85 Born, 87 Evans, 89 Swan, 91 Leigh, Maureen, they left and a family named
Hall Raymond and Tom moved in. 93 Young 95 Saunders Dennis, 97 Williams Chrissie,
99 Davis "Curly" 101 Andrews Billy he had six fingers on one hand and Stanley
"Ikey". Opposite side Guppy Graham, Johannison, Roach, Binding Barbara, Bellamy
Celia, Batten, Kennedy and others I cannot at present remember. These were the
first people to take up occupation between 1937 and 1940 many families later
enlarged by having more children.
When all the houses were finished and occupied
early 1939 they built walls all along the fronts of the houses and topped these
walls with a wrought iron fence about 18 inches high. Each house was also provided
with a wrought iron gate to their front path.. The pavement was laid in large
concrete slabs and the area between the pavement and road about five feet in
width was laid with turf. No trees were planted at that time. Soon after the
war started the gates and wrought iron fences were removed as scrap for the
war effort.
As the families moved in and removed the builders rubble from their front gardens, the majority laid the front garden to lawn. Turfs of sea grass were dug from the tide fields. These turfs made a lawn of strong wearing really tough grass. I know it was tough because it was my job to cut it with a pair of shears. No lawn mower in those days.

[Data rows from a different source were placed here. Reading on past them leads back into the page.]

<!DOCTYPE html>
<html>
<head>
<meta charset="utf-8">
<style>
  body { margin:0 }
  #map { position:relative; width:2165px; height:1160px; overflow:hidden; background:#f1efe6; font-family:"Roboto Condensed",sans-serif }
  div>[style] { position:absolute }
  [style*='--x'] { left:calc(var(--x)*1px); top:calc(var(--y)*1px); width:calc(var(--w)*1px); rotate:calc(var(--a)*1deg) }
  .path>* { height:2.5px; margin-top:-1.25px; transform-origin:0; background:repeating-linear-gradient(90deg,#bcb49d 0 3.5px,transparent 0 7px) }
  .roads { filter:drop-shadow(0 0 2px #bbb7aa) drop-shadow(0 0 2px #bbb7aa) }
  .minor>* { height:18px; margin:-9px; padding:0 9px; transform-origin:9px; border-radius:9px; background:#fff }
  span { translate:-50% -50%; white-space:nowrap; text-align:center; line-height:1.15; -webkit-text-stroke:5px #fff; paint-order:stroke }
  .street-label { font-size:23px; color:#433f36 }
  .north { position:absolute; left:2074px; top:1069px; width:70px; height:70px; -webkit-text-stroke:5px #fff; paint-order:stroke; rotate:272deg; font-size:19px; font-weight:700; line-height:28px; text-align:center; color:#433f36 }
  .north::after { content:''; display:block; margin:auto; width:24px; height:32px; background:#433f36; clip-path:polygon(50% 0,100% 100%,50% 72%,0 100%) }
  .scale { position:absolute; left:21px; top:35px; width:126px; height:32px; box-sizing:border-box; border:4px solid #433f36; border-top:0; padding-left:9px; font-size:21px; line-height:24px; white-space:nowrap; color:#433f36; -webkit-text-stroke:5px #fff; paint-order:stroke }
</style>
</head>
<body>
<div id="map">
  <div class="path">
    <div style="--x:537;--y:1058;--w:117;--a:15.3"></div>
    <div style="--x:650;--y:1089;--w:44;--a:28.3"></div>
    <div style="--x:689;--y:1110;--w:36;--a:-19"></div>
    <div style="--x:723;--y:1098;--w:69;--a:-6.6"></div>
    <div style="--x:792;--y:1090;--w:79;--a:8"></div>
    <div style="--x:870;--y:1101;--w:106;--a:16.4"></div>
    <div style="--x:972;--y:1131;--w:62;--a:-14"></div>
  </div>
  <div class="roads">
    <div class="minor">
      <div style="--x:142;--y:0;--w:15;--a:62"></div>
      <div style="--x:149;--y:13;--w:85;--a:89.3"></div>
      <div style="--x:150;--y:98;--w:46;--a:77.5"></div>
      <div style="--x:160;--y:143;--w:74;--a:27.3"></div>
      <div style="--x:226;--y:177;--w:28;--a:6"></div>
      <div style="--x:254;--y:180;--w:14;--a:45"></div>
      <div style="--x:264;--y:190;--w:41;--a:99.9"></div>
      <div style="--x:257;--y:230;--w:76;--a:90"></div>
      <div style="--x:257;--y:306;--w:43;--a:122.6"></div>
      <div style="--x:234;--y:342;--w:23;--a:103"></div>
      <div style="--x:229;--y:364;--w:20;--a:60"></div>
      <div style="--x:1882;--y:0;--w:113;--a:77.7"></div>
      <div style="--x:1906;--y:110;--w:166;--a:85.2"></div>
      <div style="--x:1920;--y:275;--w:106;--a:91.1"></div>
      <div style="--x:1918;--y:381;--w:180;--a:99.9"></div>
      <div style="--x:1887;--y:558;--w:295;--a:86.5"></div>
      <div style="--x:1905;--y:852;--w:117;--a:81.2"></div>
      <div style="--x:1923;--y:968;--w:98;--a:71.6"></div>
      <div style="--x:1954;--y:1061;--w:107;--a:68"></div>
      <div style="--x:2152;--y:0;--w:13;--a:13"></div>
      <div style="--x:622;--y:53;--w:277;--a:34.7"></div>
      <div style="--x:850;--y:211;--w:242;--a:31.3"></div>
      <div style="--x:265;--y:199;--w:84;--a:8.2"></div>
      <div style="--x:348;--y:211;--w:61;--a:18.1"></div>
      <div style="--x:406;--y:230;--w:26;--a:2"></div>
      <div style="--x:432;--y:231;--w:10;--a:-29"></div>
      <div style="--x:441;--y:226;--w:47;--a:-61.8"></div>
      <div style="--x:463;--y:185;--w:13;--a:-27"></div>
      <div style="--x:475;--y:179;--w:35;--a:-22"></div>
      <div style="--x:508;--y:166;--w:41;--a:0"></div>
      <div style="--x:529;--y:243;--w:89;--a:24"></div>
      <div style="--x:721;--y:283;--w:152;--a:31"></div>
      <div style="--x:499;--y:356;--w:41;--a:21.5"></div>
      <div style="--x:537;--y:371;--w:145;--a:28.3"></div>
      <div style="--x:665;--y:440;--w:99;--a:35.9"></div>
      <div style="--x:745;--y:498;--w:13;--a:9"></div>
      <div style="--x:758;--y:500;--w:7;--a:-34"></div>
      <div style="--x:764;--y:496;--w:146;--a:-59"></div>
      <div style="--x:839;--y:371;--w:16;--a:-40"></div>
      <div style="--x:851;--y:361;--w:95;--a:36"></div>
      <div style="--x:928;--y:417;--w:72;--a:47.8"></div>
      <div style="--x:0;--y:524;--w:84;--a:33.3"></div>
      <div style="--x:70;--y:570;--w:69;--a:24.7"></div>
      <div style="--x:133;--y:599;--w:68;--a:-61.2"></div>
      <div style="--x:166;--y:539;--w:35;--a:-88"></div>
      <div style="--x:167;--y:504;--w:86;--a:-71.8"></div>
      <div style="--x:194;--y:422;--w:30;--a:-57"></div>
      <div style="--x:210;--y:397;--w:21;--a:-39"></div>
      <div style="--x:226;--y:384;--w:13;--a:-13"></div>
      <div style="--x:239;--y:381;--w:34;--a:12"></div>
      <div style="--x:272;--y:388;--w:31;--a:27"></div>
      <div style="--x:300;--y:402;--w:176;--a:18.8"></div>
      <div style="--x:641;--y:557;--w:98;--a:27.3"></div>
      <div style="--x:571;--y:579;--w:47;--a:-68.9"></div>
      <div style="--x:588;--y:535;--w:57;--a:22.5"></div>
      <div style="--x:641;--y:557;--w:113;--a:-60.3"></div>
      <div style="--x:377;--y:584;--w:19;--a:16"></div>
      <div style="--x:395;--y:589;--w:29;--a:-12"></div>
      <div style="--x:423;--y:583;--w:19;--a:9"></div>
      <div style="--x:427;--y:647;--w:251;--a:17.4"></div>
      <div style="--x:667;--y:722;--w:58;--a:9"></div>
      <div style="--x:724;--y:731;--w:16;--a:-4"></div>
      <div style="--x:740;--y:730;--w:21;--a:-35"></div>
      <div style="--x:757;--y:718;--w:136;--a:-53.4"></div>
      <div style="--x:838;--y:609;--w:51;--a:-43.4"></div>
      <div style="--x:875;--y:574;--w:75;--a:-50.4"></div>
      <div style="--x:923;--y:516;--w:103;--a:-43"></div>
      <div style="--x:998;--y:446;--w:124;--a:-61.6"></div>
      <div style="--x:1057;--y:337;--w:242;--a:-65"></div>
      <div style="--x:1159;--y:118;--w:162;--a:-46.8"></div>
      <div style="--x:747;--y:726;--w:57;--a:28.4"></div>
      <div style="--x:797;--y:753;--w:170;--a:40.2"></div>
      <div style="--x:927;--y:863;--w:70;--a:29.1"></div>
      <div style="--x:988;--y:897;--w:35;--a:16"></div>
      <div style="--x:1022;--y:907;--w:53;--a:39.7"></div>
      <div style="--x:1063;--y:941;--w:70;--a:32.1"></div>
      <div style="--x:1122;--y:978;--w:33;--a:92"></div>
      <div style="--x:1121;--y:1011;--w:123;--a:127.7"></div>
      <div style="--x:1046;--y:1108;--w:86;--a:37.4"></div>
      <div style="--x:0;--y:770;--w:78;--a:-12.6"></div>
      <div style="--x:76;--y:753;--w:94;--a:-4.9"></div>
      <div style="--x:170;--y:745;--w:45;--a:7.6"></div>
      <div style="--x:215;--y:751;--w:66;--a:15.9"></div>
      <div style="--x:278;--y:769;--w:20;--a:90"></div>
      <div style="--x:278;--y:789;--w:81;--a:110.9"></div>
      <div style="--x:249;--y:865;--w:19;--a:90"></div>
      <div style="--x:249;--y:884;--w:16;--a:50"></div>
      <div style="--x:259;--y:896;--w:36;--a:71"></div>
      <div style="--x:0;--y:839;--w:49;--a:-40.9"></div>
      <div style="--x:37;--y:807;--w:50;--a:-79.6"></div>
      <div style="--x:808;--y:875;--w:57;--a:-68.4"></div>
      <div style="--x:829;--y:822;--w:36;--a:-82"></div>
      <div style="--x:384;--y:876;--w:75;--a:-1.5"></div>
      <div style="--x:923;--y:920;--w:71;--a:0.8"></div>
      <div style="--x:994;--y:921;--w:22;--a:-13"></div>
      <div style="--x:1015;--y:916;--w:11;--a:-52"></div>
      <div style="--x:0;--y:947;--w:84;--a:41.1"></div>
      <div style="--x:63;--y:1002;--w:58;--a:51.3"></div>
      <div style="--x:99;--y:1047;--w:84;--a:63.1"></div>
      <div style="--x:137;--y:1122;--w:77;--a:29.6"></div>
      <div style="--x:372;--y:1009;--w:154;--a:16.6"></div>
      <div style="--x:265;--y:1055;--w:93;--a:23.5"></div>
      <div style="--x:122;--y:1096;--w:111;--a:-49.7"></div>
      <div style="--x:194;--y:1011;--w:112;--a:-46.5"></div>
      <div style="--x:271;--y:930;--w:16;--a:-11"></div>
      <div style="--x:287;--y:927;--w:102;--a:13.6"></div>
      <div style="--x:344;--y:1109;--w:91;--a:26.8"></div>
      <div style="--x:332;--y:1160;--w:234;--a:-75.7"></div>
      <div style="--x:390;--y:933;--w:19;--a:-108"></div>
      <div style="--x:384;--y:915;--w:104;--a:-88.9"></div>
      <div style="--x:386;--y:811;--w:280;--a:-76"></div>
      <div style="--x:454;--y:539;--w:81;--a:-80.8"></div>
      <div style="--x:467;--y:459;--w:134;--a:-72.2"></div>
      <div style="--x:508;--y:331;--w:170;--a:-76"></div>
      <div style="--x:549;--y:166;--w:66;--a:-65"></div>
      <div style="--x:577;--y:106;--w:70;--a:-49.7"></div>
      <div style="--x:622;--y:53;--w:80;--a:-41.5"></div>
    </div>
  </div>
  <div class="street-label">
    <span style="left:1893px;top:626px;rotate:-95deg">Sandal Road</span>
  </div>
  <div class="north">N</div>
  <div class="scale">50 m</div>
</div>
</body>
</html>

The depression era of the 20s and 30s spawned a generation of hardened street wise kids in Grangetown. A large number of these were domiciled in South Clive Street already toughed to withstand the shortages and perils of the coming war.
The building of the houses in South Clive
Street began in 1937. Our family then consisting of Mam and Dad, sister Hazel,
eight, two-year-old brother and myself aged five, moving into number 81 in the
spring of 1938.

VE Day celebrations at the top end of South Clive Street in May 1945.
Pic: Jack Payne.
| OLD CORNER SHOPS
ZENA MABBS, formerly of Kent Street,
writes about her grandfather's time at Thomas and Evans grocer's at 189
Penarth Road.
My grandfather David Thomas Davies worked in this shop for most of his
life, eventually becoming the manager before he retired. This was the
sort of shop with sawdust on the floor and huge slabs of butter waiting
to be cut into the weight you wanted. Muslin covered the large bacon joints
resting on the counter until they were sliced up on the hand-driven bacon
slicer. Unfortunately, for my grandfather, at one stage in his life he
inadvertently sliced off the little finger of his left hand while operating
this machine. No health and safety rules in those days!

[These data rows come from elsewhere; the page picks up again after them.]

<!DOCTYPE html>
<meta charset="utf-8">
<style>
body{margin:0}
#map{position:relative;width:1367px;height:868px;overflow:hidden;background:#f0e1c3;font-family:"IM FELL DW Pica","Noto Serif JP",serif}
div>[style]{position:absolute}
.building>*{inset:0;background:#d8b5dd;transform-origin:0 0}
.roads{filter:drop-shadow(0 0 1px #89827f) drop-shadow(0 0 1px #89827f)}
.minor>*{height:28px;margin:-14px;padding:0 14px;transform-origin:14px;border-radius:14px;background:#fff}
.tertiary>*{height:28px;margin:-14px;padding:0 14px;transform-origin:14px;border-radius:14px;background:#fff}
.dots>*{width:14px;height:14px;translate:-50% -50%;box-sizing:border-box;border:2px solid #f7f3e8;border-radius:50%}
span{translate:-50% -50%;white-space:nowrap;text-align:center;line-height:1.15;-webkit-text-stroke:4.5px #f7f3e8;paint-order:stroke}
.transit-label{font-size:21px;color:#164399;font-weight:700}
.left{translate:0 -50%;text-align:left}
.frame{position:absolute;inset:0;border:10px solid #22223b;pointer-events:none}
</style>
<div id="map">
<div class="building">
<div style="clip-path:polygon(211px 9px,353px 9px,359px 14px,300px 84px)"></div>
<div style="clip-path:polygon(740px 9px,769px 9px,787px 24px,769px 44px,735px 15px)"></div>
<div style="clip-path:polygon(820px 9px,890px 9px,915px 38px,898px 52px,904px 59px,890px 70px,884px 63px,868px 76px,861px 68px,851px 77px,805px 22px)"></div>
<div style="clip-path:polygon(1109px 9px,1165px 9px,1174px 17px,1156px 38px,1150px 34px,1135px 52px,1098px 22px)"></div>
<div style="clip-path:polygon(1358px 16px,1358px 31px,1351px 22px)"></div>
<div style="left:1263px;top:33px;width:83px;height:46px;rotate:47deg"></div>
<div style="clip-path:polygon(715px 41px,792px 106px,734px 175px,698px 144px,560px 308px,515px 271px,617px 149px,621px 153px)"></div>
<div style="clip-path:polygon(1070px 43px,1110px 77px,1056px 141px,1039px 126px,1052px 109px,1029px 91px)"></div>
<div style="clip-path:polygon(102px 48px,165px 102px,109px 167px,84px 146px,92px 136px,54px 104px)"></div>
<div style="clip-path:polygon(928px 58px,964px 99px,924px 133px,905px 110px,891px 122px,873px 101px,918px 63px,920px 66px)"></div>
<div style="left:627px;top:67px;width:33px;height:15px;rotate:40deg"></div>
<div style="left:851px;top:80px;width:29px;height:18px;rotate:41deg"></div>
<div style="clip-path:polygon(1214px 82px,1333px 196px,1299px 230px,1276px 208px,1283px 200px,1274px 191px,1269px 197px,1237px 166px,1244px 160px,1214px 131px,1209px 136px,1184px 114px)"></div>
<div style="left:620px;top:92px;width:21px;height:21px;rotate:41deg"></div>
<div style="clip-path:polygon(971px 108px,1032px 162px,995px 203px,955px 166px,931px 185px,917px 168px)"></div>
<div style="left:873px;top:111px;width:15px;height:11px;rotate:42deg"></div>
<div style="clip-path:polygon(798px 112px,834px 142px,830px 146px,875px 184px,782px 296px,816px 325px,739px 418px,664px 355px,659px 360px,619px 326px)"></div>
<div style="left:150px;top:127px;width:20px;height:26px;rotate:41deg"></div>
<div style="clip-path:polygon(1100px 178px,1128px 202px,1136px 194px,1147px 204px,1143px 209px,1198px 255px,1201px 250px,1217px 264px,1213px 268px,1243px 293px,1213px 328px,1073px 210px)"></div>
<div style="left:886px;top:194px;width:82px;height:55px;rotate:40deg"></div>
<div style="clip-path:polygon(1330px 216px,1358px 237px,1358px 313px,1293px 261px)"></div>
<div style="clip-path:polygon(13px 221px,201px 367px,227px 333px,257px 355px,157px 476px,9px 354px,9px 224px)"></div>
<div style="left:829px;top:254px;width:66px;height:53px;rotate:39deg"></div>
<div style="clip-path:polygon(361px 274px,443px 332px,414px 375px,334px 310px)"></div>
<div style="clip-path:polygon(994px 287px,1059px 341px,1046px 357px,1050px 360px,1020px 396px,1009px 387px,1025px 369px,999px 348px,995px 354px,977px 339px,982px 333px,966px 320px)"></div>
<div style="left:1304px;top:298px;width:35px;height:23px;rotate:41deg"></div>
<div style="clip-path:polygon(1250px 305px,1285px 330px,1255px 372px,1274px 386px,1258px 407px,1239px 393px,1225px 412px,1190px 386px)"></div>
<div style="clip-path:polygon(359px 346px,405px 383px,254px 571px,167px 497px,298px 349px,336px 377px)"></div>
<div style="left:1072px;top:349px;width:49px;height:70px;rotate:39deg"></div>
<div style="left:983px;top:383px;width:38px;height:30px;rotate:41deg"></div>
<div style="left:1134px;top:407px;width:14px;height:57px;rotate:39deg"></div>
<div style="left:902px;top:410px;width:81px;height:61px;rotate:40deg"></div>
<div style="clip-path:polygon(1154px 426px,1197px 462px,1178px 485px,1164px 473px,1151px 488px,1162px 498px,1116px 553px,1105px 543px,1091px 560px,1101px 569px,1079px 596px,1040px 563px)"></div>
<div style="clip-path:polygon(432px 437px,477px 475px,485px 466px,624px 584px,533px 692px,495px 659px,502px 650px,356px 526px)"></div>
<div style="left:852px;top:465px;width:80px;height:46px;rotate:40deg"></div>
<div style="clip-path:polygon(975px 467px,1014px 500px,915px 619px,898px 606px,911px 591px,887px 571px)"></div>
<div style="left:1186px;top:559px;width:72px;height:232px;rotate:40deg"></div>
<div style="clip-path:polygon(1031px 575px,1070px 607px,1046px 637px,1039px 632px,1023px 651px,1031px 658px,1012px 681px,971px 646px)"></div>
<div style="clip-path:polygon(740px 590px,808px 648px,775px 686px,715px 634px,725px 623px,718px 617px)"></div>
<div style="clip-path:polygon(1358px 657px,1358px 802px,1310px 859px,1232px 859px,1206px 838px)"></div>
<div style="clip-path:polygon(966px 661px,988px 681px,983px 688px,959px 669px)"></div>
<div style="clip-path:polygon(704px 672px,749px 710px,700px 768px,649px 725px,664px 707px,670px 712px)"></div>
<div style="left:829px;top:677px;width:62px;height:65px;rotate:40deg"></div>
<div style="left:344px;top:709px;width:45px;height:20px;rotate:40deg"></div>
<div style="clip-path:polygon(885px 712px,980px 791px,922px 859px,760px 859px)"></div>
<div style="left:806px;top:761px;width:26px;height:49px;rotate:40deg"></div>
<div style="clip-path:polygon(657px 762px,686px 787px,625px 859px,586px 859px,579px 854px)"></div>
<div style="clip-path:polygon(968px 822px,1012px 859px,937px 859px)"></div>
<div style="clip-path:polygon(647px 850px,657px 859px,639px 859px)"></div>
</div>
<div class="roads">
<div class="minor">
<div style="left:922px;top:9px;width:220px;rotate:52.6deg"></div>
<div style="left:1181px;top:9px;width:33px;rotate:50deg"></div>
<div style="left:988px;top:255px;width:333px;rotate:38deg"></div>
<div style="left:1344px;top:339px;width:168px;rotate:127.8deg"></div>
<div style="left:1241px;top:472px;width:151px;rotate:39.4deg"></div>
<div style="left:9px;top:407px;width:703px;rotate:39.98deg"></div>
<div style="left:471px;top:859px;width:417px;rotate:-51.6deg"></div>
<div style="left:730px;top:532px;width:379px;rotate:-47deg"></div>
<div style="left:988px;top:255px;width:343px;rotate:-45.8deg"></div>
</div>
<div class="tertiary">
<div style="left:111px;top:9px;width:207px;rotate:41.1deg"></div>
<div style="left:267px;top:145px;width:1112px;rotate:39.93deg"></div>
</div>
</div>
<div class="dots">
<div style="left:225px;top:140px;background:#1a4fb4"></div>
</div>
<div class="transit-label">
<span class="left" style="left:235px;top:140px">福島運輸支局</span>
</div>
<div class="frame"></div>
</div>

On Saturdays, my mother, my sister and myself would walk up to the shop
from our home in Kent Street to place the weekly grocery order with Grandpa.
There he would be behind the counter, with his long white apron on, his
hands always red with the cold. Everything that was ordered was placed
before us on the counter and then neatly packed in a large, brown paper
bag for the delivery boy to bring to our house later in the day.
At the end of this transaction, my grandfather always gave my sister and I a small bar of Fry's Chocolate Cream. How we looked forward to this treat each week.
Sometimes if the delivery boy did not turn up, Grandpa despite being
the manager, and even when he was over 60, would pack up the cycle with
as many orders as the carrier would hold and take to the road. How the
bicycle remained upright was a miracle.
After serving in the shop every day, Grandpa had to write up the books and this was done in a little sort of cubby-hole at the back of the shop. But Grandpa had many talents, woodwork being one of them. One Christmas, he made a miniature shop for us to play with. It had tiny bottles on the shelves containing small quantities of all the sorts of things he sold in the shop. Needless to say, we ate the contents of all the bottles that contained sweets but left the ones with split noodles.
The shop was J R Roach's post office and ironmonger's from 1899,
then E D Evans', who added a stationer's to the business between 1910
and 1920. Then in 1929 it was P L Doddington Grocers before being known
as Thomas and Evans from 1949 to 1952. They had numerous stores. The shop
is now Yang's Chinese restaurant.
Grangetown Local History Society have published "Old Grangetown Shops and Memories" (2009); a further book is planned for 2011.